Construction contractors all over the world are struggling with the economic effects of work stoppages resulting from the COVID-19 coronavirus pandemic. To help mitigate the crisis in the US, the government has expanded unemployment benefits and has made special loans available to small businesses.
Nearly 10 million Americans have lost their jobs and applied for unemployment benefits over the past two weeks, a record number that reflects the dire circumstances facing the US economy.
Job losses related to the coronavirus are expected to rise further over the next few weeks, with economists saying the U.S. unemployment rate could reach as high as 15%, well above the 10% peak during the Great Recession. As recently as February, the unemployment rate was just 3.5%, a 50-year low.
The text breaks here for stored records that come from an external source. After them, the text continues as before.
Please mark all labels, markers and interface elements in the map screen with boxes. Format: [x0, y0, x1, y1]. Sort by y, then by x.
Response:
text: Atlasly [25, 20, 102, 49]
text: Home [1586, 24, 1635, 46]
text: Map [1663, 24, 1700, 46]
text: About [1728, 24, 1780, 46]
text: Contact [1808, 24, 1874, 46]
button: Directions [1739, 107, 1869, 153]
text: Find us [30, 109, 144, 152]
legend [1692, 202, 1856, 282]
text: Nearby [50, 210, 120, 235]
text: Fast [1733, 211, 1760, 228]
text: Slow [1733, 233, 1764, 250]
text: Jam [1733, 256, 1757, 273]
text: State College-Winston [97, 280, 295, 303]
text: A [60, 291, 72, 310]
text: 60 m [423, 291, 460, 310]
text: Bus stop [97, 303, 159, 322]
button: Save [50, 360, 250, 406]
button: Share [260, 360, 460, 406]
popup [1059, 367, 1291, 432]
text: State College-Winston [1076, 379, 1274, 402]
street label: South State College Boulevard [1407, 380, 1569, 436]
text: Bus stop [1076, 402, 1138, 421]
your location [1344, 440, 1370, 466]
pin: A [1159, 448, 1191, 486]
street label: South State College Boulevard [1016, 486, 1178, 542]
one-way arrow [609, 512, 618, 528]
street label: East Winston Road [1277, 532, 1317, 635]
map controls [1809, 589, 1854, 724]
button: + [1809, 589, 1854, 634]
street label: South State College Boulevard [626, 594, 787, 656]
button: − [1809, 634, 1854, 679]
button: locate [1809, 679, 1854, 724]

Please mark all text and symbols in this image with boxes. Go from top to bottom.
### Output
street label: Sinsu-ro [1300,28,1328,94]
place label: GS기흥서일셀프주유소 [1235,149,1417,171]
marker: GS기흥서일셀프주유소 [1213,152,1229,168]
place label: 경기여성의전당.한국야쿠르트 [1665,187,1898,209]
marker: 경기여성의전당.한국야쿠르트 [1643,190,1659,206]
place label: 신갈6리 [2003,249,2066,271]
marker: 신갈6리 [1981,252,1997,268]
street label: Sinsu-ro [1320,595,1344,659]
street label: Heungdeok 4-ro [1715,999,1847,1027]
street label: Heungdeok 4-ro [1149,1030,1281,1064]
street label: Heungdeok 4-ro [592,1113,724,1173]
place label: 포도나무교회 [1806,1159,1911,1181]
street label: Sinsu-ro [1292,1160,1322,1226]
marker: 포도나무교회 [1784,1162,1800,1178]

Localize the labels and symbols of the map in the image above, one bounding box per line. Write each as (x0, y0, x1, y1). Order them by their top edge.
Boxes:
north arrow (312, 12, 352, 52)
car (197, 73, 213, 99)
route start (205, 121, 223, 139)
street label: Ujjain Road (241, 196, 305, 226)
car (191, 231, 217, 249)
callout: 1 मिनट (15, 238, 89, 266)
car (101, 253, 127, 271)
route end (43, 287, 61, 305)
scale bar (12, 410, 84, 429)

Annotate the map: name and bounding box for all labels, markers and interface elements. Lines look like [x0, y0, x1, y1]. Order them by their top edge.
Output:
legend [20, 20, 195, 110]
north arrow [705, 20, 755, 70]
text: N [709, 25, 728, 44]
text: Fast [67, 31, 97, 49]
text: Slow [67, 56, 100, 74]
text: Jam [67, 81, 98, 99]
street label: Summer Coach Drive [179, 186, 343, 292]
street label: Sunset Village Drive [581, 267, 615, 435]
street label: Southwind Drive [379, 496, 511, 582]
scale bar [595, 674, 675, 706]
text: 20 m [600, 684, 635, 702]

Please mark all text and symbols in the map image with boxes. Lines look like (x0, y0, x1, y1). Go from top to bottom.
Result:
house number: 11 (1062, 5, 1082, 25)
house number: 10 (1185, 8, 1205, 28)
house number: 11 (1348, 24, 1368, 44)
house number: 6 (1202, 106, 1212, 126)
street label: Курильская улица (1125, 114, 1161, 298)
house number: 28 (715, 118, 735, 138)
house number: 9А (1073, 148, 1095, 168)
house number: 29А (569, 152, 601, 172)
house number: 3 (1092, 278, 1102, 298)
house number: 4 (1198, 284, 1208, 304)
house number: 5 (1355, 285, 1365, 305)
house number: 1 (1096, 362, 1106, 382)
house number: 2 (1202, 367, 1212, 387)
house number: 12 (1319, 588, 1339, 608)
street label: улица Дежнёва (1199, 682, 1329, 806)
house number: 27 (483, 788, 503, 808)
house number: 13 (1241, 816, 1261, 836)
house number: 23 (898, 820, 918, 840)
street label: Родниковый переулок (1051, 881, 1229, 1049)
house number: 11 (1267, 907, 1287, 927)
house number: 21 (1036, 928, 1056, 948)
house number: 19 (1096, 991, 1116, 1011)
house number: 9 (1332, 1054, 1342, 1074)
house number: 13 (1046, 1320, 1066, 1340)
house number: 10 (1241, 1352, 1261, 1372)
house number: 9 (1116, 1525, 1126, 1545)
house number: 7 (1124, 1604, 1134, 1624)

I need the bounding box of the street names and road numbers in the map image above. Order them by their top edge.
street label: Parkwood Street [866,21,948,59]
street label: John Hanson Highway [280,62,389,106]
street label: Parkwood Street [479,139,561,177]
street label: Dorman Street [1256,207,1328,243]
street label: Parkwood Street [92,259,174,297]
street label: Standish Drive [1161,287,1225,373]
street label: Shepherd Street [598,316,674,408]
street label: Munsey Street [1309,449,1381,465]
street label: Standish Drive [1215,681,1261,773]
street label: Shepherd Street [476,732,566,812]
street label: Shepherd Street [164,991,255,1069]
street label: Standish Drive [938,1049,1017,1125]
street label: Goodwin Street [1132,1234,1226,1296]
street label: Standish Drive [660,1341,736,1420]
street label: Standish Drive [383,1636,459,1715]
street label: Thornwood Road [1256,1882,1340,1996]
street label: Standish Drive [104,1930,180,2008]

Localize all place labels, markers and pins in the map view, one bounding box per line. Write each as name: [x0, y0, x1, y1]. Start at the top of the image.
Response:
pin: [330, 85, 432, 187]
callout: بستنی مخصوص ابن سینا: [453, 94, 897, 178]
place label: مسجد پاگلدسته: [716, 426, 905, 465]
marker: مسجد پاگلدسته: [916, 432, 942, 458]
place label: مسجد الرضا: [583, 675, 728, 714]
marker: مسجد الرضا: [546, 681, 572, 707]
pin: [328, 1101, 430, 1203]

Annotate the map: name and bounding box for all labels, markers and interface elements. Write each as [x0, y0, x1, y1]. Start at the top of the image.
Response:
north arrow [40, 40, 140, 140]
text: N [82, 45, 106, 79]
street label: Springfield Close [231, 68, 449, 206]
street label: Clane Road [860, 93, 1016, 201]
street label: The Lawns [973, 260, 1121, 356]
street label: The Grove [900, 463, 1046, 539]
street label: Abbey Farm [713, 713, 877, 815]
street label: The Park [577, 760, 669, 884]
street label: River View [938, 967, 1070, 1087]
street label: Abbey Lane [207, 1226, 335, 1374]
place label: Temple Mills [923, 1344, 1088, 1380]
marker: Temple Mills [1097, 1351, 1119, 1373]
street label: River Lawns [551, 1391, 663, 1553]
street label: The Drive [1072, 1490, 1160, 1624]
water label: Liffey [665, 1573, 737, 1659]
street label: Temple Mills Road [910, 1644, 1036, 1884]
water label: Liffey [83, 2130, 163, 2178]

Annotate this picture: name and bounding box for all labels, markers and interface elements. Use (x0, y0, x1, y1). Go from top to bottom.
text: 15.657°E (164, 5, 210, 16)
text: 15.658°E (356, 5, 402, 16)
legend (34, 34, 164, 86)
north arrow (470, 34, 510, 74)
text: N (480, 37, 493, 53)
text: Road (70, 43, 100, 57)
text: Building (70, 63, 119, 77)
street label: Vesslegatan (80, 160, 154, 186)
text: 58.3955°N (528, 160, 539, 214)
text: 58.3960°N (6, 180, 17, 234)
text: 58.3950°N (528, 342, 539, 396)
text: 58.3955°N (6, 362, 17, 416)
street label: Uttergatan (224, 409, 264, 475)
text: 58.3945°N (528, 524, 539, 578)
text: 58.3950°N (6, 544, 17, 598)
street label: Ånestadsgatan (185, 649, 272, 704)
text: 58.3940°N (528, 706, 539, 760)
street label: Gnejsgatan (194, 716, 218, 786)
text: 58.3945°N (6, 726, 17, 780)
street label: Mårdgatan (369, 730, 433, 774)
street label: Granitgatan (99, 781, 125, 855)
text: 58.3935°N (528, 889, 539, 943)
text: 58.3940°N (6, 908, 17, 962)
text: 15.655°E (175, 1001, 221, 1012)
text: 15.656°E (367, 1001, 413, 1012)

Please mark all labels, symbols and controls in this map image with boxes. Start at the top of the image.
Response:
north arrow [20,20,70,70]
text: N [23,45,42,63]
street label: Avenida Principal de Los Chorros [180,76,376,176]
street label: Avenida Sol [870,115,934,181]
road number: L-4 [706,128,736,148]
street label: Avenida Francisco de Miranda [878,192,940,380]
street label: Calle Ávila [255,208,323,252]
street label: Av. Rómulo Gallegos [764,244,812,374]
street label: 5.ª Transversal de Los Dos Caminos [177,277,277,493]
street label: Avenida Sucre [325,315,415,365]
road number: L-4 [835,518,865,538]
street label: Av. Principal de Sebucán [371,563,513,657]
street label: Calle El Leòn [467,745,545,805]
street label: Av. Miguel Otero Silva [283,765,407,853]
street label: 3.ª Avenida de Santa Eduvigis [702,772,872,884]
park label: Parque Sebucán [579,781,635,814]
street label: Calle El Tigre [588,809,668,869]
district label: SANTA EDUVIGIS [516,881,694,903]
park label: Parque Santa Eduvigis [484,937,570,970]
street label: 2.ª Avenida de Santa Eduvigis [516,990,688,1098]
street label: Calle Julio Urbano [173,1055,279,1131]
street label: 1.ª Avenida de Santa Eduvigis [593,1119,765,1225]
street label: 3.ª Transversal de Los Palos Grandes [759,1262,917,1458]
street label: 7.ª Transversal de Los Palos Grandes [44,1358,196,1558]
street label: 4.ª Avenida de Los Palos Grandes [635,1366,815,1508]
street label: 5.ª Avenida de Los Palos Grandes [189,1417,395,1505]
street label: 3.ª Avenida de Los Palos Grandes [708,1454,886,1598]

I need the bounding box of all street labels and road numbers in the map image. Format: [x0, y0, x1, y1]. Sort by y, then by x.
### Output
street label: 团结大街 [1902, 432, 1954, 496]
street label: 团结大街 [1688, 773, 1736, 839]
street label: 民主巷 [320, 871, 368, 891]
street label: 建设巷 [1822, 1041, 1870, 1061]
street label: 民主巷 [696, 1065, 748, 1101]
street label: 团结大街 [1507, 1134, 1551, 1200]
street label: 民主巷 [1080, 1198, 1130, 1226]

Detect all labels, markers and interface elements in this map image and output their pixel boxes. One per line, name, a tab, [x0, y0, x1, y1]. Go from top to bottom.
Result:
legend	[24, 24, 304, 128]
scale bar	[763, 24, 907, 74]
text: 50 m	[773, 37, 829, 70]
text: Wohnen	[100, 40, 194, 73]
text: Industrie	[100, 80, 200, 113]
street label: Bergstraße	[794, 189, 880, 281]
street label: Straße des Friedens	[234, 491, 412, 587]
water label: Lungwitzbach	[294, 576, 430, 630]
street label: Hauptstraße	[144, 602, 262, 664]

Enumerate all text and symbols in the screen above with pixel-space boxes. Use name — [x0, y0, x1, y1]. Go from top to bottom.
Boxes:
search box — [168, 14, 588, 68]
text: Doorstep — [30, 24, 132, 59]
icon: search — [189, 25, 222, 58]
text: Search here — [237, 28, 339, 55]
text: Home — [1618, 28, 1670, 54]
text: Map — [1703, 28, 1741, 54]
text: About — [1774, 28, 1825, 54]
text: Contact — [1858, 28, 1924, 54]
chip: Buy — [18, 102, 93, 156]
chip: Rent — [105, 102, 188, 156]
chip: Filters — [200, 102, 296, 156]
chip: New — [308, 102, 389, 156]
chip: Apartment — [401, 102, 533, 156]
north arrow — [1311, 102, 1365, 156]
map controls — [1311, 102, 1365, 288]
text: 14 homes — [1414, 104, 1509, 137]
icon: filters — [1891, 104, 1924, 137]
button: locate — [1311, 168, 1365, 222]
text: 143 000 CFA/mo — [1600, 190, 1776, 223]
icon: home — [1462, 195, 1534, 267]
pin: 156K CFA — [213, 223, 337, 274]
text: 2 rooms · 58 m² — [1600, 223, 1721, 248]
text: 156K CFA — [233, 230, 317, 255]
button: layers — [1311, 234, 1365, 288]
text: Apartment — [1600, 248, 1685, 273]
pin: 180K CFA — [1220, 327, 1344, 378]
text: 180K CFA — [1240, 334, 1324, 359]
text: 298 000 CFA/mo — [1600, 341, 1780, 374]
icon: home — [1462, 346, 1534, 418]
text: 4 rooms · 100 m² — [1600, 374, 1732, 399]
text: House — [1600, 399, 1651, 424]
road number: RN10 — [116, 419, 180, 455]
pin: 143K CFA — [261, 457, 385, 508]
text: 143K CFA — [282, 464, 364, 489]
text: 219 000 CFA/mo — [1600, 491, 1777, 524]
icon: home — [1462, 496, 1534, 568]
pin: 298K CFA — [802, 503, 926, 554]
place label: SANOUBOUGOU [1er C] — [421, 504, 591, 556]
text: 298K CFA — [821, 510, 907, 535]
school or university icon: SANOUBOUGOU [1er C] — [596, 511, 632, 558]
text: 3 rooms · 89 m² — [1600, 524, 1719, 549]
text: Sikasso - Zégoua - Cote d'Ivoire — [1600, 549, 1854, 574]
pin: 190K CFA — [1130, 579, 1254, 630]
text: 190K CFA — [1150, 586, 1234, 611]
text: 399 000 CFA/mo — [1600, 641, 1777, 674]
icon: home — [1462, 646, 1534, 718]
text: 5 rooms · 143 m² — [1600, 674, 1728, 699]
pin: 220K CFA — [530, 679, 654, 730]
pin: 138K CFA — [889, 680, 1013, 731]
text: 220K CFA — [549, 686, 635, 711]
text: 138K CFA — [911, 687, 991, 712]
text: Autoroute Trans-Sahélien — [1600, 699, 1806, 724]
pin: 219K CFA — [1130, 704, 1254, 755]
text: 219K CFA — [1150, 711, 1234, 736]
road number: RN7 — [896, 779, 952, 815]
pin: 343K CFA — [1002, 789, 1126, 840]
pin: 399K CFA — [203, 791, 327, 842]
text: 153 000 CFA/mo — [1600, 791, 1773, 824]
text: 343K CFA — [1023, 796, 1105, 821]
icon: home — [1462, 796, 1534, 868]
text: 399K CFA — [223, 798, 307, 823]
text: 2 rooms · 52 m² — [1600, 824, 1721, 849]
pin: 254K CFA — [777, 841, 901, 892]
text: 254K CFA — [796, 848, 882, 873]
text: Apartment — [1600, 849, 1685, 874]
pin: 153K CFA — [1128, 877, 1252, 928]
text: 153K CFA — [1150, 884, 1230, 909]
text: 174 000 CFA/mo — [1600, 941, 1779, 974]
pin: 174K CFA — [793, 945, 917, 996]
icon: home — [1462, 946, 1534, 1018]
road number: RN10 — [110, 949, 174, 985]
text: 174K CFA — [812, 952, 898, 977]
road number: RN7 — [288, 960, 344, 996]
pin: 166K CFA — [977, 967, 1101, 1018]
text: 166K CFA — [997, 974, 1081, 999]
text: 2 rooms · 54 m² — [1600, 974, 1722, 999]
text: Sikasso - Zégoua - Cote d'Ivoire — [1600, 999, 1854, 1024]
Many in construction are wondering if they qualify for unemployment benefits, especially those who are self-employed independent contractors.
According to a report in the New York Times, the recently enacted CARES Act (Coronavirus Aid, Relief, and Economic Security), expanded unemployment coverage is now available to workers who have lost their jobs or income through no fault of their own, including the self-employed, who were not previously covered.
Regarding the loan program, Associated General Contractors of America (AGC) has prepared a new analysis of the U.S. Small Business Administration’s Paycheck Protection Program, a new loan program that’s part of the CARES Act. Construction businesses with 500 or fewer employees may be eligible.